# [Exercise instructions]
When the line containing "Task: Describe the" appears in the listing below, set it down along with each later line through the end, exactly as written, and nothing before it.
[Start of Attachment]
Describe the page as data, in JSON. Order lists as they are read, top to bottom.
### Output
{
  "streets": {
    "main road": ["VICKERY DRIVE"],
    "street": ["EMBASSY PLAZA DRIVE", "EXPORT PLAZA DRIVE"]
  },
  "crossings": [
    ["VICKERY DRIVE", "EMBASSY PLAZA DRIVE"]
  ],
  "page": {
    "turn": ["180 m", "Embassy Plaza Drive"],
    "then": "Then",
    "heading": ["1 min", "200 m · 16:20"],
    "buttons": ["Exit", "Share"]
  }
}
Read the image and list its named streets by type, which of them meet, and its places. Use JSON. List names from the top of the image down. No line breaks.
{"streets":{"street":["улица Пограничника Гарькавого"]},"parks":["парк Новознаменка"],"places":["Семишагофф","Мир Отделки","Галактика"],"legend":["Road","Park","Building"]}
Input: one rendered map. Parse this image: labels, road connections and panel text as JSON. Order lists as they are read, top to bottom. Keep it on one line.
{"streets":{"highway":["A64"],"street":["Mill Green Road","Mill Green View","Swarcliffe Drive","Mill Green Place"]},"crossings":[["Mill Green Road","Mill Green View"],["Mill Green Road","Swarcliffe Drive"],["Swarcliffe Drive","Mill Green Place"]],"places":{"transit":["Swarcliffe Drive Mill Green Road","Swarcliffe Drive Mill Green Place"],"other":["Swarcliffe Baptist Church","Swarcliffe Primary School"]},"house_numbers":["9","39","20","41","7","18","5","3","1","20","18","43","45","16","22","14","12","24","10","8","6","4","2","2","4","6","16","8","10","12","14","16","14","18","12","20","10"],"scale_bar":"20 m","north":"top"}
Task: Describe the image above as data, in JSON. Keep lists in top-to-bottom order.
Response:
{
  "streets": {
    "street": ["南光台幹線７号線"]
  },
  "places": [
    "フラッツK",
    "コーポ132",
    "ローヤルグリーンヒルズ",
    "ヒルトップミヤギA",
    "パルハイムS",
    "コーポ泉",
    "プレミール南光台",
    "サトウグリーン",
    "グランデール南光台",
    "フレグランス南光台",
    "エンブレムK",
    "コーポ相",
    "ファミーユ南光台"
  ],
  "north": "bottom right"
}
[End of Attachment]
# [Written response]
Task: Describe the image above as data, in JSON. Keep lists in top-to-bottom order.
Response:
{
  "streets": {
    "street": ["南光台幹線７号線"]
  },
  "places": [
    "フラッツK",
    "コーポ132",
    "ローヤルグリーンヒルズ",
    "ヒルトップミヤギA",
    "パルハイムS",
    "コーポ泉",
    "プレミール南光台",
    "サトウグリーン",
    "グランデール南光台",
    "フレグランス南光台",
    "エンブレムK",
    "コーポ相",
    "ファミーユ南光台"
  ],
  "north": "bottom right"
}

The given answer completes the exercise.